→ EXERCISE BRIEF
Identify each line below containing the string "above" and copy it.

→ TASK MATERIAL
==*==

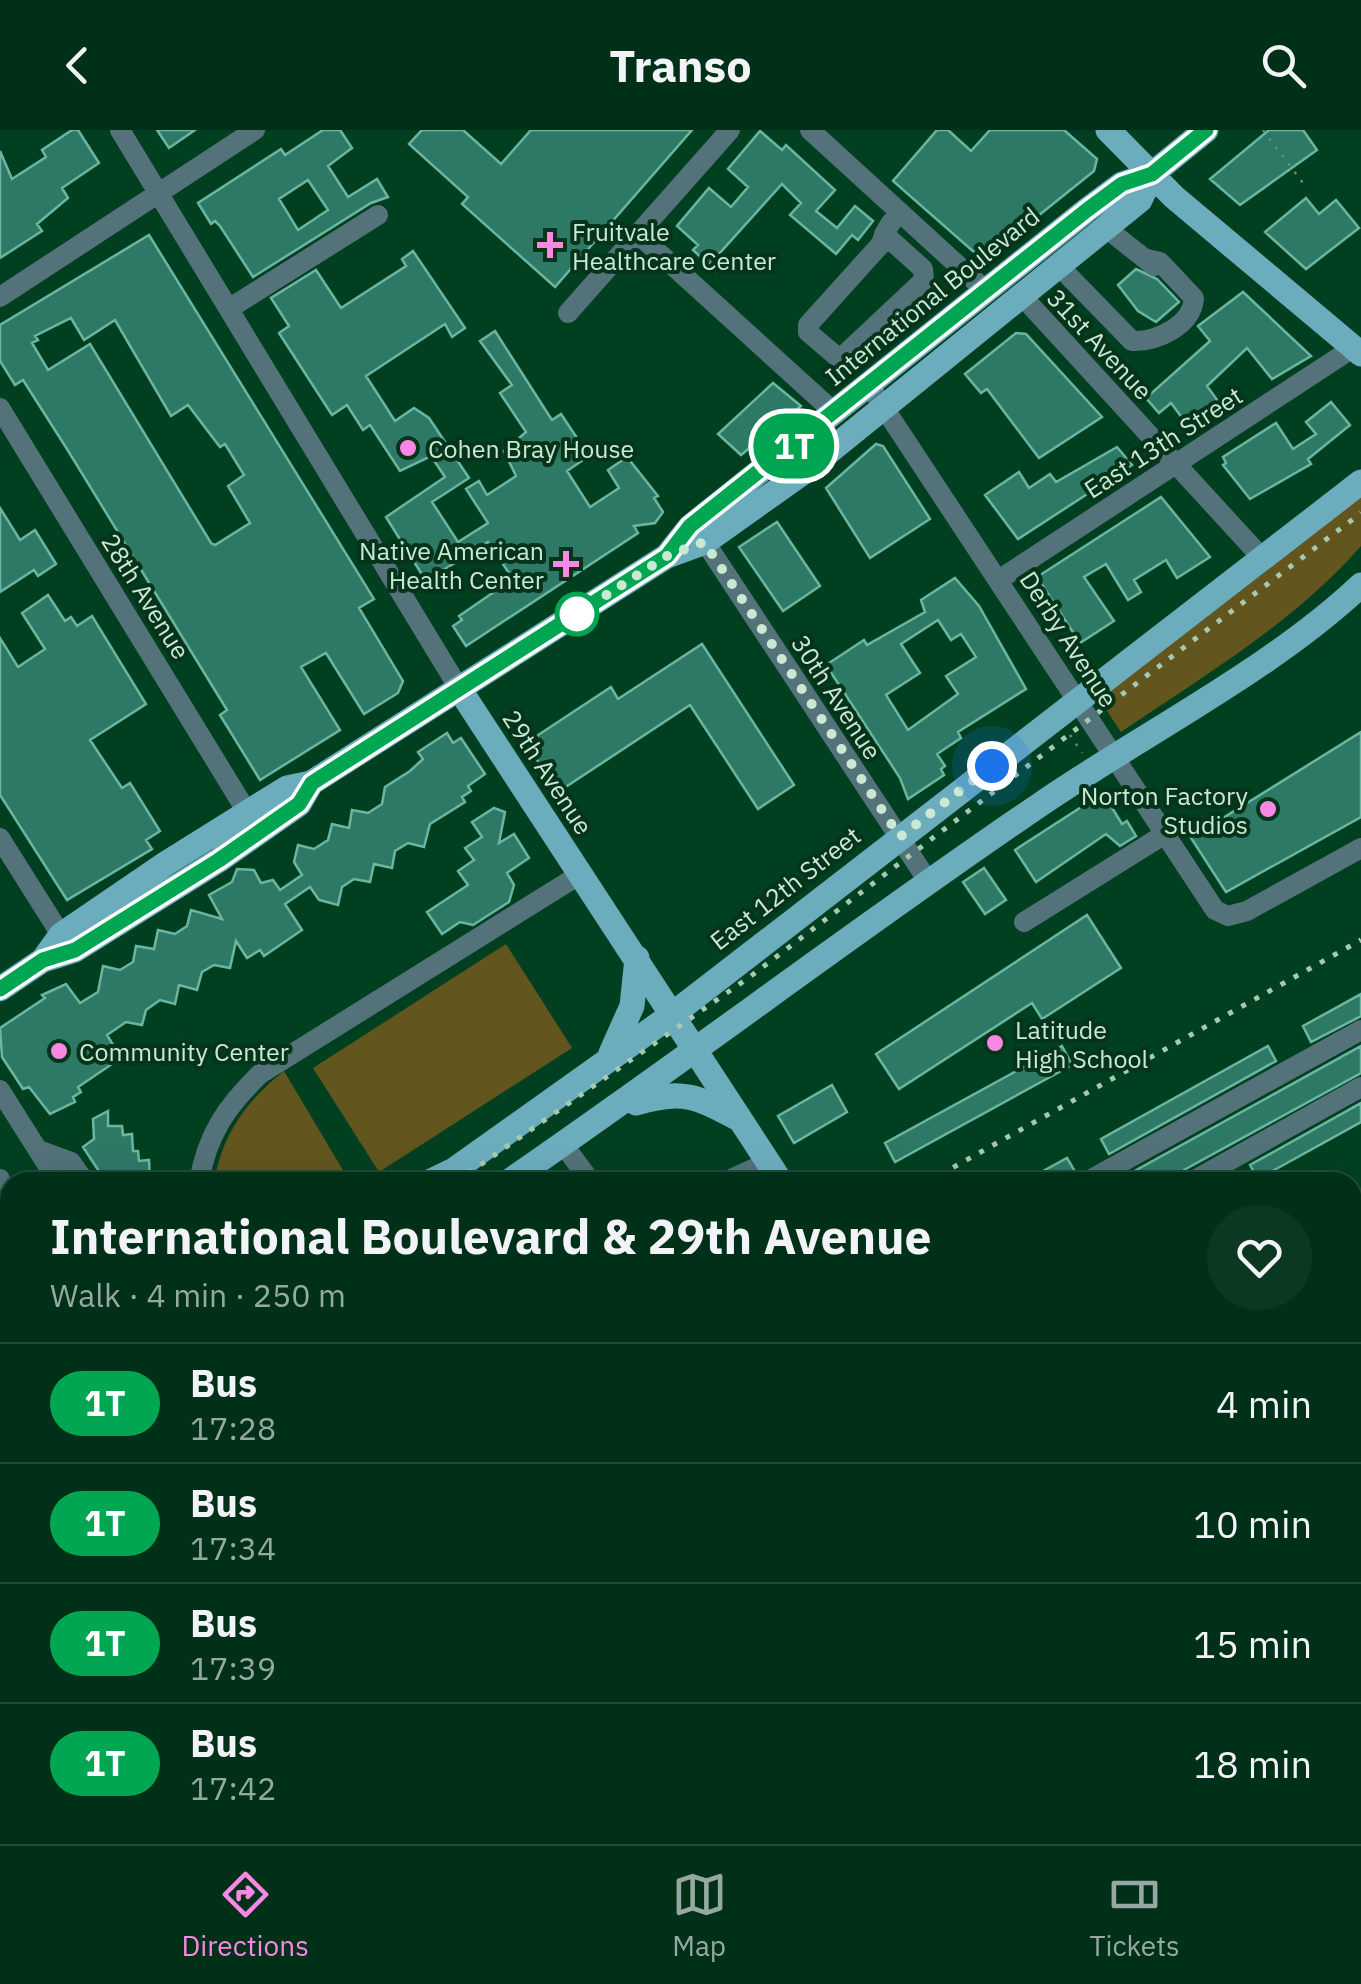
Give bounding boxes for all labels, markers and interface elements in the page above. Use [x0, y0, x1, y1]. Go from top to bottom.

==*==

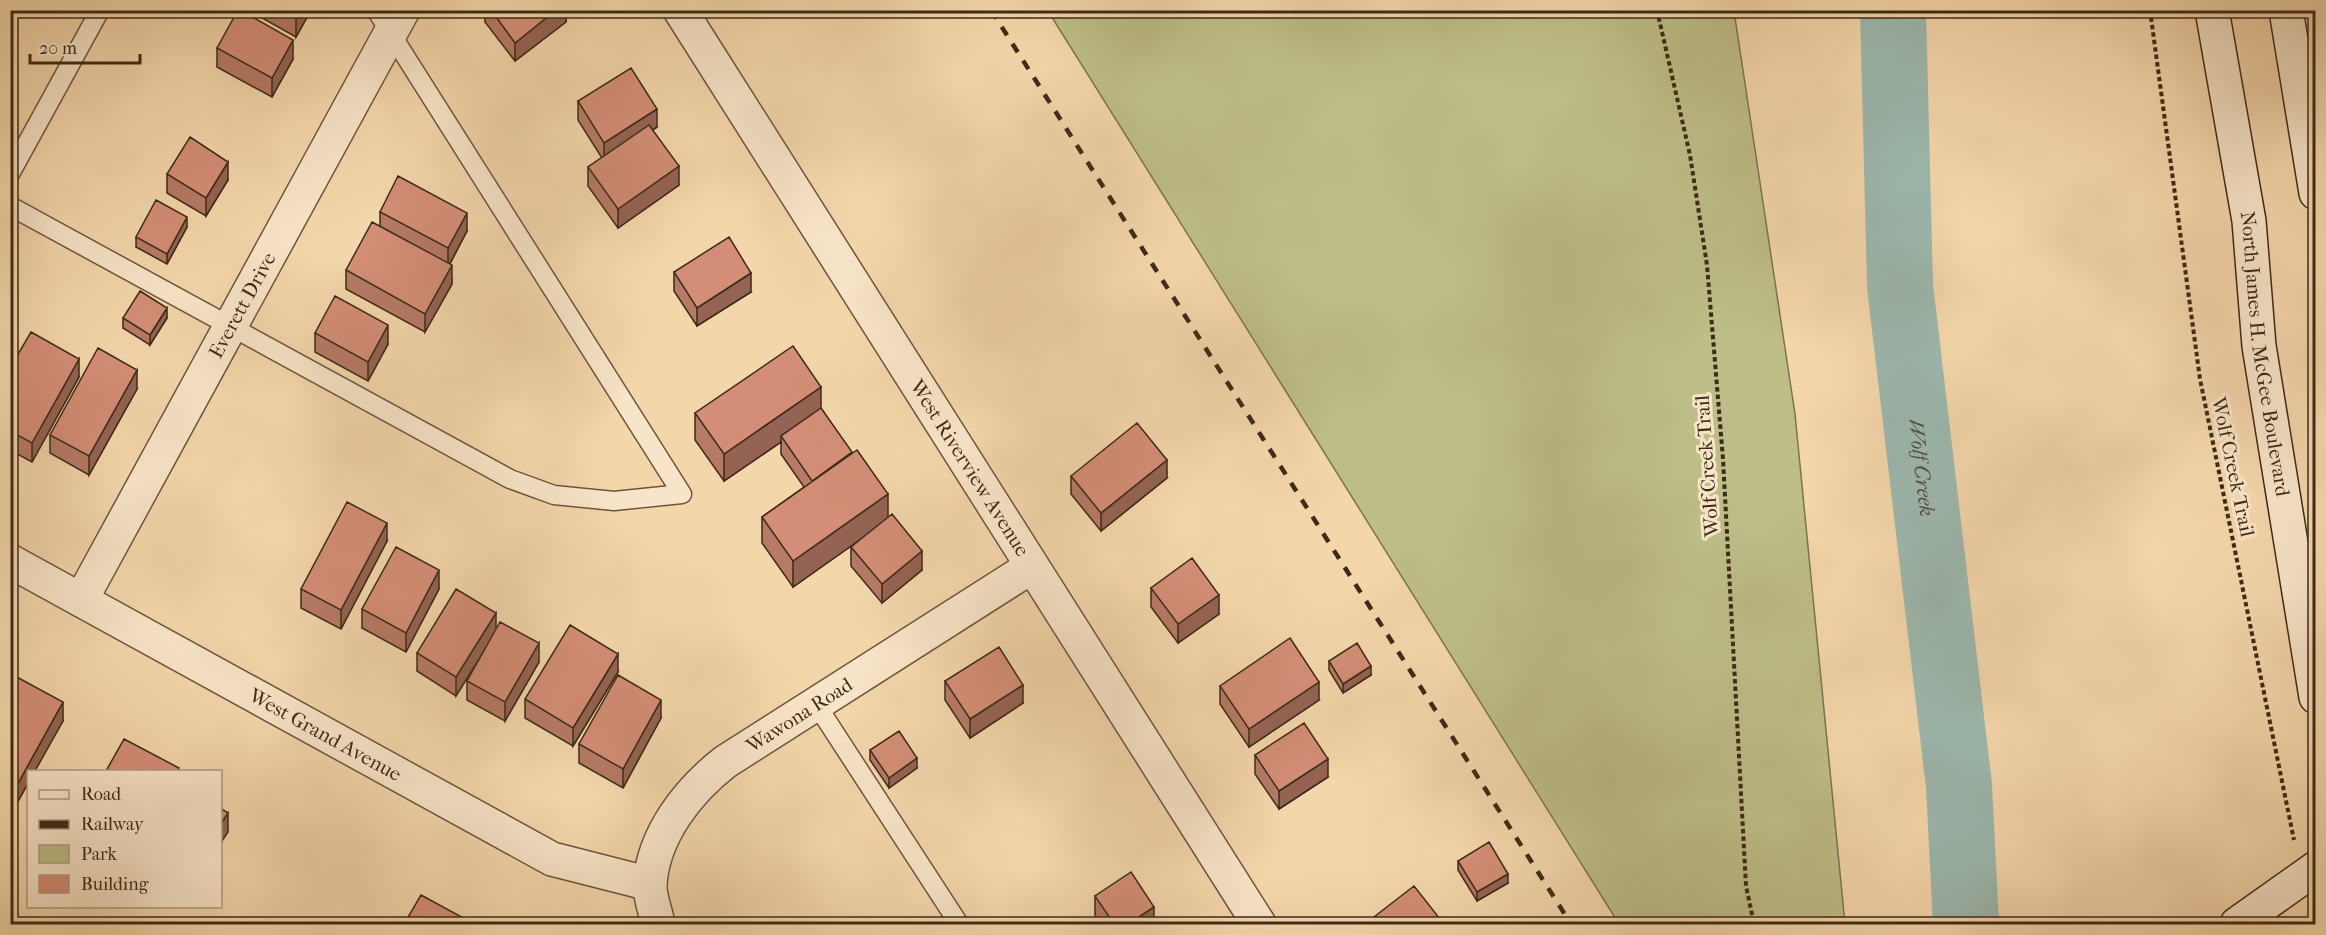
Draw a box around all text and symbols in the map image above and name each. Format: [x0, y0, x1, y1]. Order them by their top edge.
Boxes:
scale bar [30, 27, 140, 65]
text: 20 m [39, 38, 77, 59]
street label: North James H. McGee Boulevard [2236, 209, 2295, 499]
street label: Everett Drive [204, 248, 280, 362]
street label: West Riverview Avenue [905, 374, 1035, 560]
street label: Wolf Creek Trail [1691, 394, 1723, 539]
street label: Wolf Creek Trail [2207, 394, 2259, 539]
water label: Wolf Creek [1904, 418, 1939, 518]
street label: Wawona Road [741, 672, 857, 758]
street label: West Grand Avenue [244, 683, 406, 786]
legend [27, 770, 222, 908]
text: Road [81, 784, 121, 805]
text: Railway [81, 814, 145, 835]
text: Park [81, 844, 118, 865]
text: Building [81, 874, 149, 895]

==*==

→ FINISHED EXERCISE
Give bounding boxes for all labels, markers and interface elements in the page above. Use [x0, y0, x1, y1]. Go from top to bottom.
Draw a box around all text and symbols in the map image above and name each. Format: [x0, y0, x1, y1]. Order them by their top edge.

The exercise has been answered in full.